Modern defense platforms are no longer defined only by steel, composite, and propulsion. They are increasingly software-defined, sensor-saturated, networked systems-of-systems operating under rapidly evolving threats. In this environment, “build-test-fix” cycles and document-centric engineering struggle to keep pace with capability needs, upgrade tempo, and sustainment costs. This is the gap that digital engineering and digital twins are intended to close—by shifting the center of gravity from static documentation to living models, connected data, and continuous verification across the life cycle.
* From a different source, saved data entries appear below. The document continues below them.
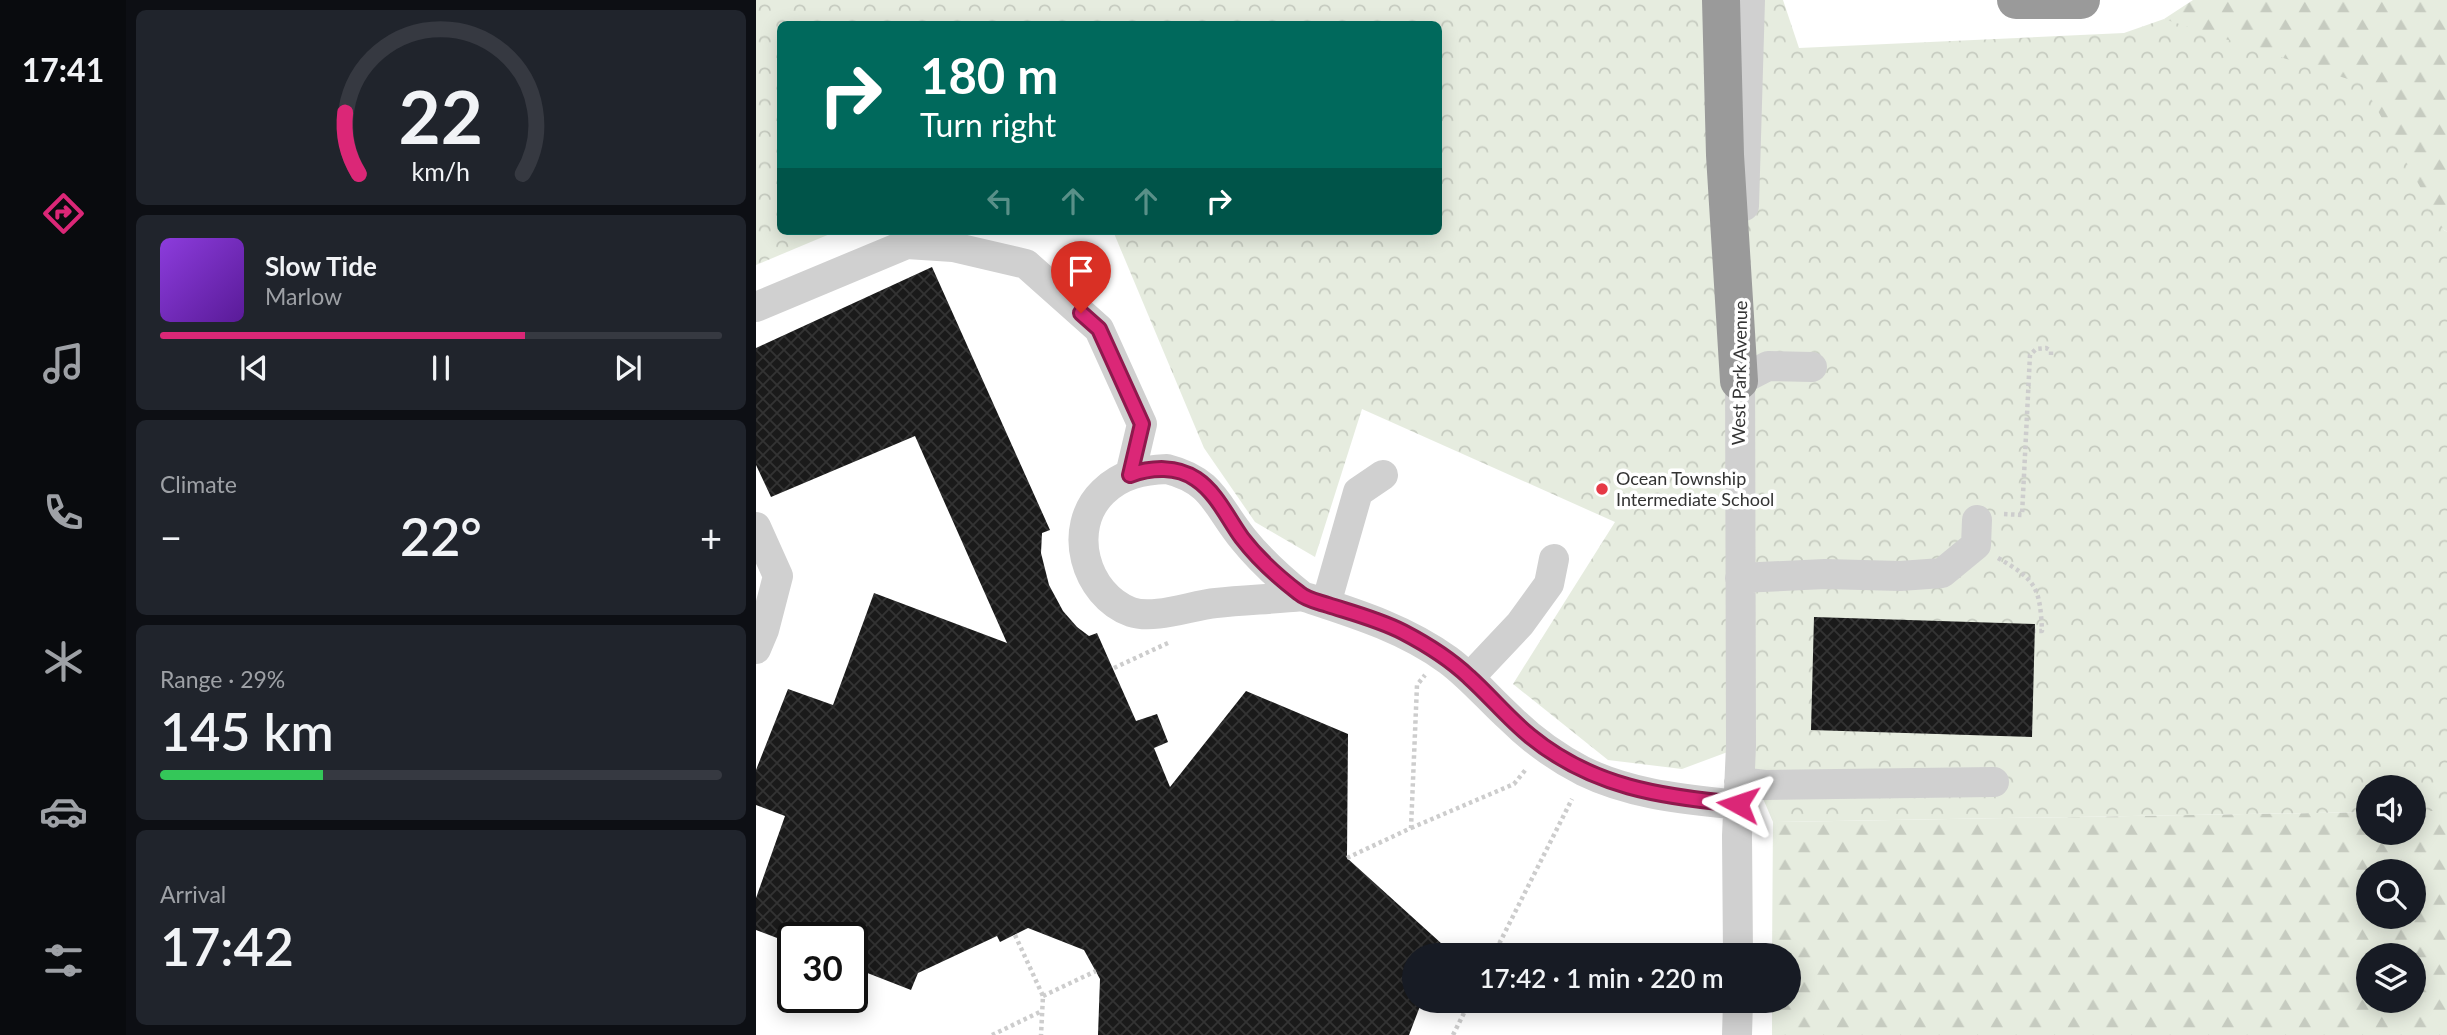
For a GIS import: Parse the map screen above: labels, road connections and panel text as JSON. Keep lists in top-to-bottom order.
{
  "streets": {
    "street": ["West Park Avenue"]
  },
  "places": ["Ocean Township Intermediate School"],
  "page": {
    "tabs": "17:41",
    "turn": ["180 m", "Turn right"],
    "song": ["Slow Tide", "Marlow"],
    "tile": [
      "Climate",
      ["Range · 29%", "145 km"],
      ["Arrival", "17:42"]
    ],
    "heat": ["−", "22°", "+"],
    "limit": "30",
    "trip": "17:42 · 1 min · 220 m",
    "gauge": ["22", "km/h"]
  }
}
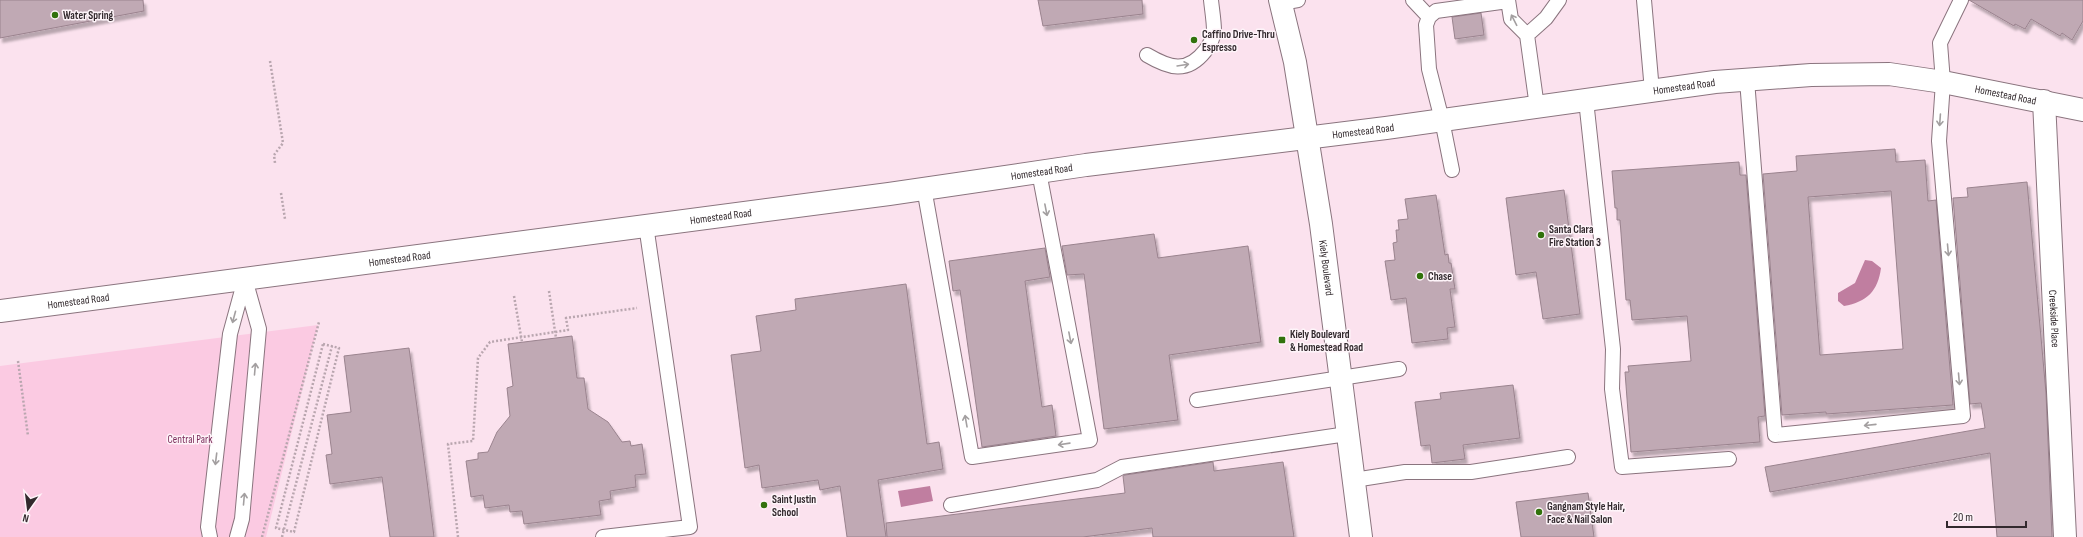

A digital twin in defense is not a single 3D model or a dashboard. In practice it is a configuration-controlled, purpose-built digital representation—connected through a digital thread—that enables engineers, testers, and operators to predict performance, evaluate changes, and plan sustainment with greater confidence and speed. Defense organisations are now formalizing this shift: U.S. DoD policy explicitly defines digital engineering as using and integrating digital models and data to support development, test & evaluation, and sustainment, with models becoming the primary means of communicating system information rather than documents.

1. What a “Digital Twin” means in defence engineering (not marketing)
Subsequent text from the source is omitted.